→ **Given data**:
'''

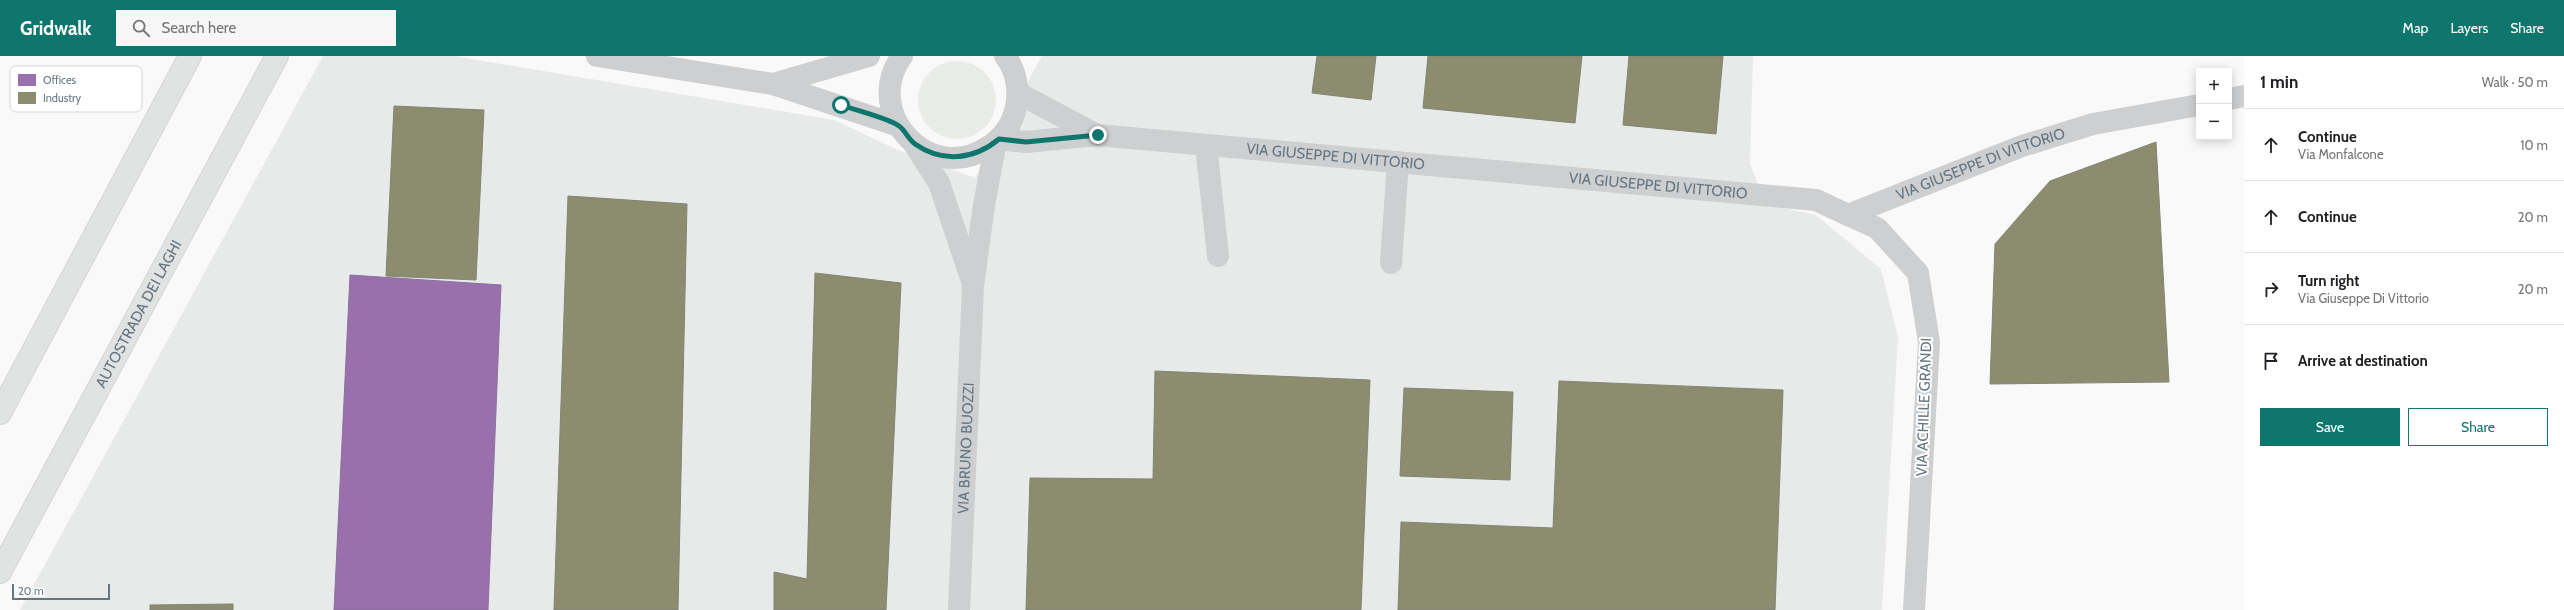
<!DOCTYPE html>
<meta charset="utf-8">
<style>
body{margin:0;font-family:Cabin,sans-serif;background:#f6f6f6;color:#202124}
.controls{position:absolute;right:12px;top:12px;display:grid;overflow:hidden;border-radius:0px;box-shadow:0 2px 10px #0003}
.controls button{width:36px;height:36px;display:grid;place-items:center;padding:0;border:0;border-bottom:1px solid #e0e0e0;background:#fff;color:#202124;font:20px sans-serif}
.scale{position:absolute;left:12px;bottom:10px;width:98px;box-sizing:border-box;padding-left:4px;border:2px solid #657683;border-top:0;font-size:11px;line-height:14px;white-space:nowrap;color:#657683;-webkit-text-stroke:3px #fff;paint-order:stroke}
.stop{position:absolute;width:12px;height:12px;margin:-9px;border:3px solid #0f766e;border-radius:50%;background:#fff}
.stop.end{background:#0f766e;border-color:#fff;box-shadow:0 1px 4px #0008}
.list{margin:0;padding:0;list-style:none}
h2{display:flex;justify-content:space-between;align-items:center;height:52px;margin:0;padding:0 16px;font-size:17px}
h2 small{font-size:13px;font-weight:400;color:#757577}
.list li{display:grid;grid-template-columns:26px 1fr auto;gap:12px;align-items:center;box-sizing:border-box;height:72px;padding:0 16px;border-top:1px solid #e0e0e0}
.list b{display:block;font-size:15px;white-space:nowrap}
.list p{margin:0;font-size:13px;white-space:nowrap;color:#757577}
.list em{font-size:13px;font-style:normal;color:#757577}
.actions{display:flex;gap:8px;padding:12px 16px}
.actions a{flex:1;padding:9px 0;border:1px solid #0f766e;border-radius:0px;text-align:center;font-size:14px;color:#0f766e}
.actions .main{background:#0f766e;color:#fff}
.icon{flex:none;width:22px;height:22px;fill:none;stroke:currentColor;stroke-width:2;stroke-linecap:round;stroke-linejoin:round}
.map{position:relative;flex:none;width:2244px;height:554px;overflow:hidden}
header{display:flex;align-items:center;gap:24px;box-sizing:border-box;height:56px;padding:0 20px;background:#0f766e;color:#fff}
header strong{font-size:19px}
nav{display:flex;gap:22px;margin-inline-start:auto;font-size:14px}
.search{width:280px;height:36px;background:#f6f6f6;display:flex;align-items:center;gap:10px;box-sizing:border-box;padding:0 14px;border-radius:0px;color:#757577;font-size:15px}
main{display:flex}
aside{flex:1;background:#fff}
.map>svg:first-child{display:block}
</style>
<header>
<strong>Gridwalk</strong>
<div class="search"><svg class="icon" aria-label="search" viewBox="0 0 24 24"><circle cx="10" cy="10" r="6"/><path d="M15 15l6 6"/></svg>Search here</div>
<nav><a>Map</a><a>Layers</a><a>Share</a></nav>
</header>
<main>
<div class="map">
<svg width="2244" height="554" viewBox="0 0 2244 554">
<rect width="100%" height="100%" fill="#f9f9f9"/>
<polygon fill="#e8e9e9" points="323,0 454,0 834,64 898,94 975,122 1042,0 1753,0 1750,108 1766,148 1816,159 1881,213 1898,281 1882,554 20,554"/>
<circle fill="#e8ebe6" cx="957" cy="44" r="39"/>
<polygon fill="#9970ab" stroke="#89729f" points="350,219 501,229 488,554 334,554"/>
<g fill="#8c8c6e" stroke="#808574">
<polygon points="1317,0 1376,0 1371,44 1312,37"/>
<polygon points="1428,0 1582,0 1575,67 1423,52"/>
<polygon points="1629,0 1723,0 1716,78 1623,69"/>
<polygon points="394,50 484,54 476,224 386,220"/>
<polygon points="2156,86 2169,326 1990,328 1995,188 2050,125"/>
<polygon points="568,140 687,148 678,554 554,554"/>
<polygon points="815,217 901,227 886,554 774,554 774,516 807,523"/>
<polygon points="1155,315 1370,324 1361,554 1026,554 1030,422 1153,423"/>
<polygon points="1559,325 1783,334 1775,554 1398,554 1401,466 1553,472"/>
<polygon points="1404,332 1513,336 1510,424 1400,420"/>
<polygon points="233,548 233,554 150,554 150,549"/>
</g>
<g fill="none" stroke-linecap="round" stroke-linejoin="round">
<defs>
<g id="highway">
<polyline points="0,357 190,0"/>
<path id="s3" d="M 0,516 L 277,0"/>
</g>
</defs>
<use href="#highway" stroke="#d5d6d6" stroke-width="24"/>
<g stroke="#cecfd0" stroke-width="22">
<polyline points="597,0 773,28 899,70"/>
<path d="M 902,0 C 861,57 930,130 988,91 C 1002,82 1011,70 1015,55 C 1020,37 1017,15 1005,0"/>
<polyline points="773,28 869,0"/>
<polyline points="1018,37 1097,79"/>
<polyline points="2229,43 2244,40"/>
<path id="s1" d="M 999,83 L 1026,86 L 1097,79 L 1816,144 L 1848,159 L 2022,90 L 2093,68 L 2199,49"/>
<polyline points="914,88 939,127 972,225"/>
<polyline points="1206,89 1218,200"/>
<polyline points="1848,159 1877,172 1918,217 1929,286 1914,554"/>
<polyline points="1391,207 1398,106"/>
<path id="s2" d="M 959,554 L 973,230 L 984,149 L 996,85"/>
</g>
<use href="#highway" stroke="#e1e2e2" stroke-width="22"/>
</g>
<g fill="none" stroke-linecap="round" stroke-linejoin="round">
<path stroke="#0f766e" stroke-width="5" d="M 841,49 C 854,54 888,62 899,70 C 905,74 908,83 915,88 C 942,107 974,104 999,83 L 1026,86 L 1098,79"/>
</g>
<g text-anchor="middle" stroke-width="4" stroke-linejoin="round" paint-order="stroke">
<g font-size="15" fill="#657683" stroke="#fff">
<text dy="5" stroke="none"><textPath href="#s1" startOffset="338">VIA GIUSEPPE DI VITTORIO</textPath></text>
<text dy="5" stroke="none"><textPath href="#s1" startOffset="998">VIA GIUSEPPE DI VITTORIO</textPath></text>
<text dy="5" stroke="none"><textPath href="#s1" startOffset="662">VIA GIUSEPPE DI VITTORIO</textPath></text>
<text dy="5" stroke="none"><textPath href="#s3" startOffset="293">AUTOSTRADA DEI LAGHI</textPath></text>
<text transform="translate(1924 351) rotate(-88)" y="5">VIA ACHILLE GRANDI</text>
<text dy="5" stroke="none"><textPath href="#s2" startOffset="162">VIA BRUNO BUOZZI</textPath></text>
</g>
</g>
<rect x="10" y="10" width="132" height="46" rx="6" fill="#fff" stroke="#d1d6da" stroke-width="1"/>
<rect x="18" y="18" width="18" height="12" fill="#9970ab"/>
<rect x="18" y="36" width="18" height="12" fill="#8c8c6e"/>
<g font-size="11" fill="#657683">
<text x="43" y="28">Offices</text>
<text x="43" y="46">Industry</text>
</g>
</svg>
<div class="controls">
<button>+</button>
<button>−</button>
</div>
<div class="scale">20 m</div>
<div class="stop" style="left:841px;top:49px"></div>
<div class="stop end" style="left:1098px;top:79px"></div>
</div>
<aside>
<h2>1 min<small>Walk · 50 m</small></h2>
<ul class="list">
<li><svg class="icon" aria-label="ahead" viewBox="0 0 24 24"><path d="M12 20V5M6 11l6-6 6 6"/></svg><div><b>Continue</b><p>Via Monfalcone</p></div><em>10 m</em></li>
<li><svg class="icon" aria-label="ahead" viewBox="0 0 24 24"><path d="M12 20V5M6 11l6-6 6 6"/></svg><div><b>Continue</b></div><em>20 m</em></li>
<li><svg class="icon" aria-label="right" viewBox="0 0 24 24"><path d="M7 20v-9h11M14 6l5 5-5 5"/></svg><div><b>Turn right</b><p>Via Giuseppe Di Vittorio</p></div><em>20 m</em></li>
<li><svg class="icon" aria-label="arrive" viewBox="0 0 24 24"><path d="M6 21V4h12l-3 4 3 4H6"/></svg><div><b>Arrive at destination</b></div></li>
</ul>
<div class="actions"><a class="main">Save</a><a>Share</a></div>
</aside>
</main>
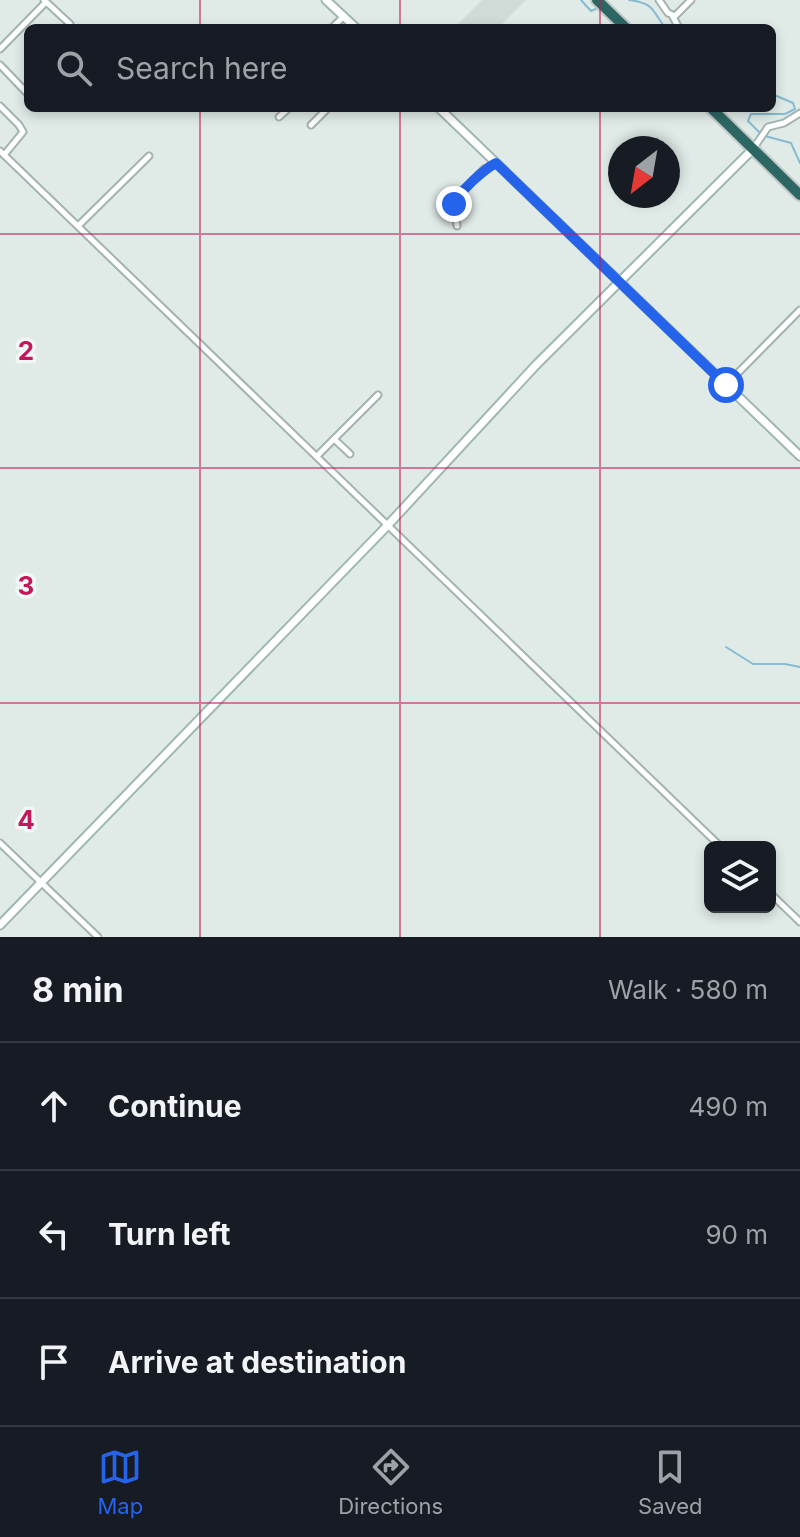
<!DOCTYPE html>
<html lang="en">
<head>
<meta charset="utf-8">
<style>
	:root { --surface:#171b24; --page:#20242c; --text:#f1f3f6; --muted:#9ea1a6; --line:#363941; --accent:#2563eb }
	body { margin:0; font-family:Inter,sans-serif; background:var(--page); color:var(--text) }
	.controls { position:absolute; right:24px; bottom:24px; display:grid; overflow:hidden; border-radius:12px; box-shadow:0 4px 12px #0003 }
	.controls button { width:72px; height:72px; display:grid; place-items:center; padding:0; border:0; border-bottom:2px solid var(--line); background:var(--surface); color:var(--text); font:40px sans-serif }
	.compass { position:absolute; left:608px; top:136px; width:72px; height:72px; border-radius:50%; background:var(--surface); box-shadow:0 4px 12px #0003; rotate:211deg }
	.stop { position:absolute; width:24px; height:24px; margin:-18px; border:6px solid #2563eb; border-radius:50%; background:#fff }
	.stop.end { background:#2563eb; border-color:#fff; box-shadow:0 2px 8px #0008 }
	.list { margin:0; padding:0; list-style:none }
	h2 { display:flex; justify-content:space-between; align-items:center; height:104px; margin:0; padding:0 32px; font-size:34px }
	h2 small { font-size:26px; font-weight:400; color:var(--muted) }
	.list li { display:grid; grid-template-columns:52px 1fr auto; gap:24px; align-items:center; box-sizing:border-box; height:128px; padding:0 32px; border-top:2px solid var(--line) }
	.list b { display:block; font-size:30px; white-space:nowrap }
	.list em { font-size:26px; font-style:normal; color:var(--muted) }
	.icon { flex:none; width:44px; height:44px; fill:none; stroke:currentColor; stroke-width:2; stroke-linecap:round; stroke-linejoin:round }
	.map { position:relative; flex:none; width:800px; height:937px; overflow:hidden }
	.search { position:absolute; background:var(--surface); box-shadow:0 4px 12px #0003; left:24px; right:24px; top:24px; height:88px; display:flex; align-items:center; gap:20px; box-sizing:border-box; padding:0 28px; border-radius:12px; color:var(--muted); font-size:30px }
	.sheet { height:488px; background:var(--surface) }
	nav { display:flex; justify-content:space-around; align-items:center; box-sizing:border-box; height:112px; border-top:2px solid var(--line); background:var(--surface); font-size:22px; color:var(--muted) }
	nav a { display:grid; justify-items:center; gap:4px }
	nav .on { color:var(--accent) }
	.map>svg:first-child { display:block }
	.built { fill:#cedbd7 }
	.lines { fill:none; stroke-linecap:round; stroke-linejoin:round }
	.stream { stroke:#86bbd1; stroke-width:2 }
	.street-casing { stroke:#a3b3af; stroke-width:9 }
	.secondary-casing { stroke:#9eb7b1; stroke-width:11 }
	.highway-casing { stroke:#c1c8c7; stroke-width:14 }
	.street { stroke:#fff; stroke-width:5 }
	.secondary { stroke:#fff; stroke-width:7 }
	.highway { stroke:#2c6763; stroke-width:10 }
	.route { stroke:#2563eb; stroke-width:10 }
	.grid { fill:none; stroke:#c2185b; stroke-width:2; stroke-opacity:0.55 }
	.grid-label { font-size:26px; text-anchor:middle; font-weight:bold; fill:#c2185b; stroke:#f0f7f5; stroke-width:7; stroke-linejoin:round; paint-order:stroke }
</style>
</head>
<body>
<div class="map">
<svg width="800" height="937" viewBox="0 0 800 937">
	<rect width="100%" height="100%" fill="#e0ebe7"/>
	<polygon class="built" points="482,0 526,0 498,28 454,28"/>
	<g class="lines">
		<g class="stream">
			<polyline points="581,0 591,11 598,8"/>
			<path d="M629,0C653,3 652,9 665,28"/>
			<polyline points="759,132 748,121 751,114 785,114 795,109 793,103 772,94"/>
			<polyline points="765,136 791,143 800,163"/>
			<polyline points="726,647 753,664 785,664 800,667"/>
		</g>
		<g class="street-casing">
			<g id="street">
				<polyline points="44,0 70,24"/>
				<polyline points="659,0 668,13 675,16 691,0"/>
				<polyline points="673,17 679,28"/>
				<polyline points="332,28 344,16"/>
				<polyline points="0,49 46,2"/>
				<polyline points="0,65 28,94"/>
				<polyline points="0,106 19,125 23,132 4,155"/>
				<polyline points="279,117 289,108"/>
				<polyline points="311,125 328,108"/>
				<polyline points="753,149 768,127 784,123 800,113"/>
				<polyline points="0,151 721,847"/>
				<polyline points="78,226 149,156"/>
				<polyline points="457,226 454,201 484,169 496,163"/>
				<polyline points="726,385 800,310"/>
				<polyline points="334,439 350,454"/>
				<polyline points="317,456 378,395"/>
				<polyline points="0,843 98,937"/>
				<polyline points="770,893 800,922"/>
			</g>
		</g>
		<g class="secondary-casing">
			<g id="secondary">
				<polyline points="326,0 356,28"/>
				<polyline points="439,108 800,456"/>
				<polyline points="0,925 388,525 536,365 753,149"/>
			</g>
		</g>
		<g class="highway-casing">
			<g id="highway">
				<polyline points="597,0 626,28"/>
				<polyline points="711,108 800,195"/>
			</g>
		</g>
		<use href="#street" class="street"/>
		<use href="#secondary" class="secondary"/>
		<use href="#highway" class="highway"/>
	</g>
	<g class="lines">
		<path class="route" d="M454,204C460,191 483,170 496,163L726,385"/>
	</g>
	<path class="grid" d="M200,0V28M400,0V28M600,0V28M200,108V937M400,108V937M600,108V937M0,234H800M0,468H800M0,703H800"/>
	<g class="grid-label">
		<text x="26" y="360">2</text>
		<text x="26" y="595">3</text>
		<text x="26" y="829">4</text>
	</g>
</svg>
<div class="controls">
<button><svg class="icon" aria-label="layers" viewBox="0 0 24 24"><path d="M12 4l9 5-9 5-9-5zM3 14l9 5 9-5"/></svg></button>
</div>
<svg class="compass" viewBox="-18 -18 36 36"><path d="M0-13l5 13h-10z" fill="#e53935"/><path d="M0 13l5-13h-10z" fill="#9ea1a6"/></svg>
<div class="stop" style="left:726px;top:385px"></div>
<div class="stop end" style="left:454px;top:204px"></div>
<div class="search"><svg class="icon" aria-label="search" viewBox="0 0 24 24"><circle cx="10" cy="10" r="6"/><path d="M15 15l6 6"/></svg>Search here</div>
</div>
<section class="sheet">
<h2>8 min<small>Walk · 580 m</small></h2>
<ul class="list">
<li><svg class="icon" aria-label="ahead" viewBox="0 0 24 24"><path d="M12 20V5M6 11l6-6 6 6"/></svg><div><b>Continue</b></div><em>490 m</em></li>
<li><svg class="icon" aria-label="left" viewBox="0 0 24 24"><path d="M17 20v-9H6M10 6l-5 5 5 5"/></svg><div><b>Turn left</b></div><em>90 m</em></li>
<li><svg class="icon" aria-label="arrive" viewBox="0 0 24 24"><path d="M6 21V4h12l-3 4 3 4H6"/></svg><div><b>Arrive at destination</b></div></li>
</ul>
</section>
<nav>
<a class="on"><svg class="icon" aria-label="map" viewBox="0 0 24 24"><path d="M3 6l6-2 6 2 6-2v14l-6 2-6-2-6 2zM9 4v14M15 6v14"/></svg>Map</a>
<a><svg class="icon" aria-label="directions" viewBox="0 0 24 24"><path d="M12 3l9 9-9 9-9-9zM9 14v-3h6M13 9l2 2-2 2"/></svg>Directions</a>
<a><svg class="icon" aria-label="saved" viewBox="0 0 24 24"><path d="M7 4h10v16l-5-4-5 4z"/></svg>Saved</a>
</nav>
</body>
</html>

'''

→ **Task objective**: Using the listing above, locate the lines that hold "currentColor" and copy each one.

→ **Written reply**:
.icon{flex:none;width:22px;height:22px;fill:none;stroke:currentColor;stroke-width:2;stroke-linecap:round;stroke-linejoin:round}
	.icon { flex:none; width:44px; height:44px; fill:none; stroke:currentColor; stroke-width:2; stroke-linecap:round; stroke-linejoin:round }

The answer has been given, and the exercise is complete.